TASK TO CARRY OUT
Your answer should be the lines of the data below that contain "rendered".
** Opening MATERIAL PROVIDED block **
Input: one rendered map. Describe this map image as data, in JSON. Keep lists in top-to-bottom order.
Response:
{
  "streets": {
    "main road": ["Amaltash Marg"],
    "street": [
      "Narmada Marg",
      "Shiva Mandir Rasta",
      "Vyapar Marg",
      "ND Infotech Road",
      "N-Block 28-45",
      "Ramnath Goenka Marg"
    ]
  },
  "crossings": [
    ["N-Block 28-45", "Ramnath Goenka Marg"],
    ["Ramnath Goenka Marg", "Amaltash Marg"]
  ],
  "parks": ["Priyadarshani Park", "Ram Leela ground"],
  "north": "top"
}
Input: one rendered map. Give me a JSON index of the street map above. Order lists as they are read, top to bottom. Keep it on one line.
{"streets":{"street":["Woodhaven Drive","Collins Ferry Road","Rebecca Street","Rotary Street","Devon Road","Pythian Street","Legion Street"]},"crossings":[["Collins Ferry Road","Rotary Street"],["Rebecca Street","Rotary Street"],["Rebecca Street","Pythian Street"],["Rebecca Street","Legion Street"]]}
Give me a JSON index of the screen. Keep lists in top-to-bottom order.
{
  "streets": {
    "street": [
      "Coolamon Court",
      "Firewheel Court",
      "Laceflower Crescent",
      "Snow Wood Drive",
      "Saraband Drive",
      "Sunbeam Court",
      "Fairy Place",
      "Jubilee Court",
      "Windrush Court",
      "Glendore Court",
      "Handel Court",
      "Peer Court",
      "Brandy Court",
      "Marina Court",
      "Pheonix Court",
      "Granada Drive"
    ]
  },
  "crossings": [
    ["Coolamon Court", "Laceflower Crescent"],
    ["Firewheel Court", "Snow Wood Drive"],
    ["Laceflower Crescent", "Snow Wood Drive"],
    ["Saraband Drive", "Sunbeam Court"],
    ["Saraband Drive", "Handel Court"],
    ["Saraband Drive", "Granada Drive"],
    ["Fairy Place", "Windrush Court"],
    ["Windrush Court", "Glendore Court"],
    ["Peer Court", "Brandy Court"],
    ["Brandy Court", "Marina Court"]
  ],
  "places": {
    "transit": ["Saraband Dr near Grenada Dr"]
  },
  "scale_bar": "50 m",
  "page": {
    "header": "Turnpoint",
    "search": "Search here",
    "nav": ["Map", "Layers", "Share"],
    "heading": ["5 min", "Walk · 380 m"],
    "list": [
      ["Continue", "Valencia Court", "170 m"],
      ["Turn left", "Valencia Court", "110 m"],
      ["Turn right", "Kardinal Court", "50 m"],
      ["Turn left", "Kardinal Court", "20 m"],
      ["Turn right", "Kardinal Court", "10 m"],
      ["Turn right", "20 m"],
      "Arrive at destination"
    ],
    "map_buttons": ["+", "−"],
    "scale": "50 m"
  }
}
** Closing MATERIAL PROVIDED block **
SOLUTION FOR THIS TASK
Input: one rendered map. Describe this map image as data, in JSON. Keep lists in top-to-bottom order.
Input: one rendered map. Give me a JSON index of the street map above. Order lists as they are read, top to bottom. Keep it on one line.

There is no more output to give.